Activity:
Scan the listing below. Report each line that includes "song".
###
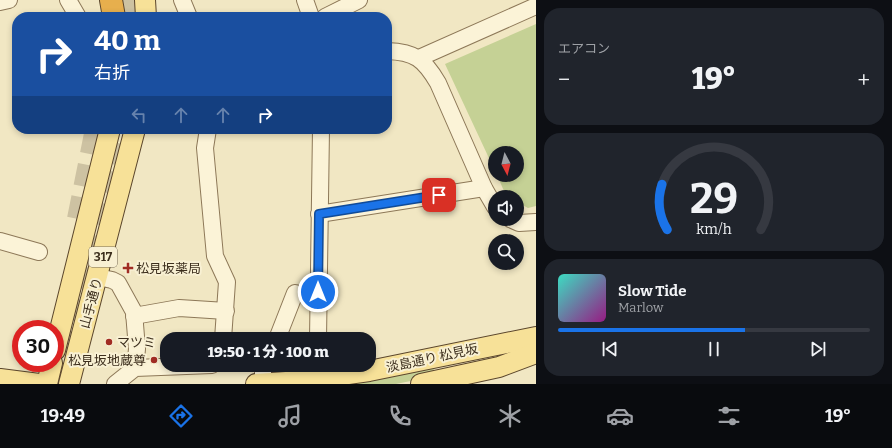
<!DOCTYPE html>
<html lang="ja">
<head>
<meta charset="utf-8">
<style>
	body { margin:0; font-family:Bitter,"Noto Sans JP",serif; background:#20242c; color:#f1f3f6; height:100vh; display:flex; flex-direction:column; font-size:15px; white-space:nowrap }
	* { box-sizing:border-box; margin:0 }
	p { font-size:13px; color:#9ea1a6 }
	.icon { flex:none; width:22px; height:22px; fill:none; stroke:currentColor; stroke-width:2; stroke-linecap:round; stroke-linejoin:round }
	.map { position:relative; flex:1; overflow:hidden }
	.details { display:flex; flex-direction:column; gap:8px; padding:8px; background:#0d0f14; width:356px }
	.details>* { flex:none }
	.top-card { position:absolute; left:12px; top:12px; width:380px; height:122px; border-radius:16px; box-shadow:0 2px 6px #0003; background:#1a4fa0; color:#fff; overflow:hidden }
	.needle { width:26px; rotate:173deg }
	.controls { position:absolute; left:488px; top:146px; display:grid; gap:8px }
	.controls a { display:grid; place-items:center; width:36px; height:36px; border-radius:50%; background:#171b24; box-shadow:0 2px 6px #0003; font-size:20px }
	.speed { position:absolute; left:12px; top:320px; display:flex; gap:8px; font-size:20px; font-weight:700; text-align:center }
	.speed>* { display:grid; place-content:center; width:52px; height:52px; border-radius:50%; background:#171b24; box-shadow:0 2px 6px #0003; line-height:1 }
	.speed .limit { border:6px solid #d22; background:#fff; color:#111 }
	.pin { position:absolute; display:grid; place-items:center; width:34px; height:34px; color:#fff; margin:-17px; border-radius:8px; box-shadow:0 2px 6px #0006 }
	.me { position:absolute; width:44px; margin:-22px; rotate:0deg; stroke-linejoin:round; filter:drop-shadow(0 0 3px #0008) }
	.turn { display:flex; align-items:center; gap:14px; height:84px; padding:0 16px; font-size:18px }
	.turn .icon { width:52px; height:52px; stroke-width:2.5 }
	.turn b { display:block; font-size:28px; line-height:34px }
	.lanes { display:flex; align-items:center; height:38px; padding:0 16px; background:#0003; justify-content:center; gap:20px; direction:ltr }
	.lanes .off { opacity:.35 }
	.big { font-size:30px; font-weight:800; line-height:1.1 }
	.details .widget { flex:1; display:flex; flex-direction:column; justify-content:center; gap:6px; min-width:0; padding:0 14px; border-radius:16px; background:#20242c }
	.details .dial { align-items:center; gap:0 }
	.dial svg { height:104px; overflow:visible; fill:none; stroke:#363941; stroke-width:7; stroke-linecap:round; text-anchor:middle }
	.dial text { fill:#f1f3f6; stroke:none }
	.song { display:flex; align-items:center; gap:12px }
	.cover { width:48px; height:48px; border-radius:6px; background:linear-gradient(135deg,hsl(170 70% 55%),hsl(310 70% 35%)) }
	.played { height:4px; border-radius:2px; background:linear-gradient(90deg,#1a73e8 60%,#363941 60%) }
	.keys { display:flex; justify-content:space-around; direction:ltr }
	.heat { display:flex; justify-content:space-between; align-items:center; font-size:22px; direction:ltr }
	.trip { position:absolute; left:160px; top:332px; width:216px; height:40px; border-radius:16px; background:#171b24; box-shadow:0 2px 6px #0003; font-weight:800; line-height:40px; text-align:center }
	.tabs { display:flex; height:64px; justify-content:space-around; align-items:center; background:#090b0e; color:#9ea1a6 }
	.tabs .icon { width:28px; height:28px }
	.tabs .selected { color:#1a73e8 }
	.tabs b { font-size:18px; color:#f1f3f6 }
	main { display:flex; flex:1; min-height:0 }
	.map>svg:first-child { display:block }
	.green { fill:#c5d195 }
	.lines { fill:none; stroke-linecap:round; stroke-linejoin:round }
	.highway-tunnel { stroke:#cdc2a2; stroke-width:22; stroke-dasharray:22 11; stroke-linecap:butt }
	.minor-casing { stroke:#8d7858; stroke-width:18 }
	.major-casing { stroke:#5b462c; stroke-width:22 }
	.highway-casing { stroke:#5b462c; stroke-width:24 }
	.minor { stroke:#fbf3d7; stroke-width:16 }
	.major { stroke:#f7e198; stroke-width:20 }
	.highway { stroke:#e7af4d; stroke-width:22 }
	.route-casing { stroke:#114b97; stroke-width:10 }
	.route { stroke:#1a73e8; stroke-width:7 }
	.poi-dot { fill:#a12c23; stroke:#f8f0d3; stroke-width:1.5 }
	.labels { text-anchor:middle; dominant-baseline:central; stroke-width:4; stroke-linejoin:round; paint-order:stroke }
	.shield { fill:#f8f0d3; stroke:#746854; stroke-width:1 }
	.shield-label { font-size:12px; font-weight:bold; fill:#3c2e1d }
	.poi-label { font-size:13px; fill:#3c2e1d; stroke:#f8f0d3; text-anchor:start }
	.street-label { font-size:13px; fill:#3c2e1d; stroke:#f8f0d3 }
</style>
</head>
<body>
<main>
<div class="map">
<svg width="536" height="384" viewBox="0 0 536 384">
	<rect width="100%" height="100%" fill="#f1e7c3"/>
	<g class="green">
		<polygon points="536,24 536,206 528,208 517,202 517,197 509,197 504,191 497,175 517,175 517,153 495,153 495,171 445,64"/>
		<polygon points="433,365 435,376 396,384 330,384"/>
	</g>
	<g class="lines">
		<g class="highway-tunnel">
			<polyline points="126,0 126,17"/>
			<polyline points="116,165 124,129"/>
			<polyline points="78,219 96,129"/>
			<path d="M55 384C76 309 98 235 111 158"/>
		</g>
		<g class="minor-casing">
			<g id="minor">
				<polyline points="68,0 78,17"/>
				<polyline points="182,0 189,17"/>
				<polyline points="305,0 311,17"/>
				<polyline points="0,2 9,0"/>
				<polyline points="325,17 359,0"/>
				<path d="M387 51C415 52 424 59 438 83L484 188 495 207"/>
				<polyline points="419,58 536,6"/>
				<polyline points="208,129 205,148 215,256 227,282 223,339"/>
				<polyline points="319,214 484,188"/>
				<polyline points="510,219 519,223 536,222"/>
				<polyline points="0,241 39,252"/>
				<polyline points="98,277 112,280 118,283 134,312 137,349 135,368"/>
				<polyline points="134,316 179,308 226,311"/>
				<polyline points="277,339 295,293"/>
				<polyline points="318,339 321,129"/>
				<polyline points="115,384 135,368 212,365"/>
				<polyline points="263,384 263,371 265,365"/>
			</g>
		</g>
		<g class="major-casing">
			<g id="major">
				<polyline points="145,0 146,17"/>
				<polyline points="55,350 110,129"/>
				<polyline points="0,379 39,384"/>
				<polyline points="47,384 52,363"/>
				<polyline points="69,384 135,129"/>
				<polyline points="256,384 301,381 369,371 536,337"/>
				<polyline points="421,384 499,367 536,353"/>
			</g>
		</g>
		<g class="highway-casing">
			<polyline id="highway" points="111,0 114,17"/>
		</g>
		<use href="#minor" class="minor"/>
		<use href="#major" class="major"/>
		<use href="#highway" class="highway"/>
	</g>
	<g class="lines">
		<g class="route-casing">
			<polyline id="route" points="318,292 319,214 439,195"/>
		</g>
		<use href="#route" class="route"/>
	</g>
	<g class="poi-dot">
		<path d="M126 262h4v4h4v4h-4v4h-4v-4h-4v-4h4z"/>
		<circle cx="109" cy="342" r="4"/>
		<circle cx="154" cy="360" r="4"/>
	</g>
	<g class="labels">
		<rect class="shield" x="89" y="247" width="28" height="20" rx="3"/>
		<g class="shield-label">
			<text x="103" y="257">317</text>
		</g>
		<g class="poi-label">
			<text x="136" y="268">松見坂薬局</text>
			<text x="117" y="342">マツミ</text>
			<text x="146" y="360" text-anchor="end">松見坂地蔵尊</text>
		</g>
		<g class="street-label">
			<text transform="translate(91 303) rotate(-75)">山手通り</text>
			<text transform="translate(432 358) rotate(-12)">淡島通り 松見坂</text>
		</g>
	</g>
</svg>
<div class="controls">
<a><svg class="needle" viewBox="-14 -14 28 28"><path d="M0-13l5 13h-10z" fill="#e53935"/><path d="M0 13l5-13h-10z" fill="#9ea1a6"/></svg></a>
<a><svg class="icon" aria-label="sound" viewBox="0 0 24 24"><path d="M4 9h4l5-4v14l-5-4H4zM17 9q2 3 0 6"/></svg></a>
<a><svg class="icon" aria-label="search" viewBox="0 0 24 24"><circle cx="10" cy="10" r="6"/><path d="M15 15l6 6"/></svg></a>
</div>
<div class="speed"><div class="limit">30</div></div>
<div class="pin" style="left:439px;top:195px;background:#d93025"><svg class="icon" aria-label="arrive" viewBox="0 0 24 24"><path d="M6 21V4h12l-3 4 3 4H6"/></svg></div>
<svg class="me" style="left:318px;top:292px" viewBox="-20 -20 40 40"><circle r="17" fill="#1a73e8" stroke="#fff" stroke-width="3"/><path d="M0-11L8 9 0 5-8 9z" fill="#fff"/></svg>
<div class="trip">19:50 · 1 分 · 100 m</div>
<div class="top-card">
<div class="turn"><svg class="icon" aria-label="right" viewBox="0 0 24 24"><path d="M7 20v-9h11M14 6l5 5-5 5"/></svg><div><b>40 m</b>右折</div></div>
<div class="lanes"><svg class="icon off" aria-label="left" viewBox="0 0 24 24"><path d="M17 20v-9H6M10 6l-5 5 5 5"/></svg><svg class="icon off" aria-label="ahead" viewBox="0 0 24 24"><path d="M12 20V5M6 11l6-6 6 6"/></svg><svg class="icon off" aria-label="ahead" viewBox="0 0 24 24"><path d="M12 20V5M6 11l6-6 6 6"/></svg><svg class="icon" aria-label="right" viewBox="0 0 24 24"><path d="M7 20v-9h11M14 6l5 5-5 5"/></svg></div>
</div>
</div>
<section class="details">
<div class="widget"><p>エアコン</p>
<div class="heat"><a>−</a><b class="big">19°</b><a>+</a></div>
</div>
<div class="widget dial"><svg viewBox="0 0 100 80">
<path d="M14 69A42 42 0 1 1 86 69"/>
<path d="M14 69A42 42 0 0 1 10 34" stroke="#1a73e8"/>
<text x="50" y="56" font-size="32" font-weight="700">29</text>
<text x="50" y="72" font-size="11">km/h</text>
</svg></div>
<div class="widget">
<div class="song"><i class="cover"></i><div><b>Slow Tide</b><p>Marlow</p></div></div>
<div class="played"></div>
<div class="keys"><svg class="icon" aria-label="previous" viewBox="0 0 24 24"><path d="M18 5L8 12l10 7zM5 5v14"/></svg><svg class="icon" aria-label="pause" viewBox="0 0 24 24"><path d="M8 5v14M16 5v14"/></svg><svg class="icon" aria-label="next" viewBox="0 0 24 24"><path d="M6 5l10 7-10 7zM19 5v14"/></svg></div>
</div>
</section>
</main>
<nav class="tabs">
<b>19:49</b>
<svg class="icon selected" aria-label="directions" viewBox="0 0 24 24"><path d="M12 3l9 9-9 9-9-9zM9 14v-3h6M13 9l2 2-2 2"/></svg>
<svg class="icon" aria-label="music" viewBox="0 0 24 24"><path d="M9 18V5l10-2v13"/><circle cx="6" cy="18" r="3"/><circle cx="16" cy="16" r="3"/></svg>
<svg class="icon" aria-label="phone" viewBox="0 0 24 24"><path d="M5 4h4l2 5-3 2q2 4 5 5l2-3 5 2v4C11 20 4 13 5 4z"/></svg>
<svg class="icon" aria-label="climate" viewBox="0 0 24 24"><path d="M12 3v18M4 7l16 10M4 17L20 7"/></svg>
<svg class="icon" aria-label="car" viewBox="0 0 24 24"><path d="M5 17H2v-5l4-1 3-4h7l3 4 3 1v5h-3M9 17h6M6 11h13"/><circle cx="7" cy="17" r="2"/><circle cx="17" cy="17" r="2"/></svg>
<svg class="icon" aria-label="filters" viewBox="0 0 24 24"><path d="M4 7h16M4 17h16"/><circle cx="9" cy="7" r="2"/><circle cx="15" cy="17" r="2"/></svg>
<b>19°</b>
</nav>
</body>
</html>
###
Answer to the exercise:
	.song { display:flex; align-items:center; gap:12px }
<div class="song"><i class="cover"></i><div><b>Slow Tide</b><p>Marlow</p></div></div>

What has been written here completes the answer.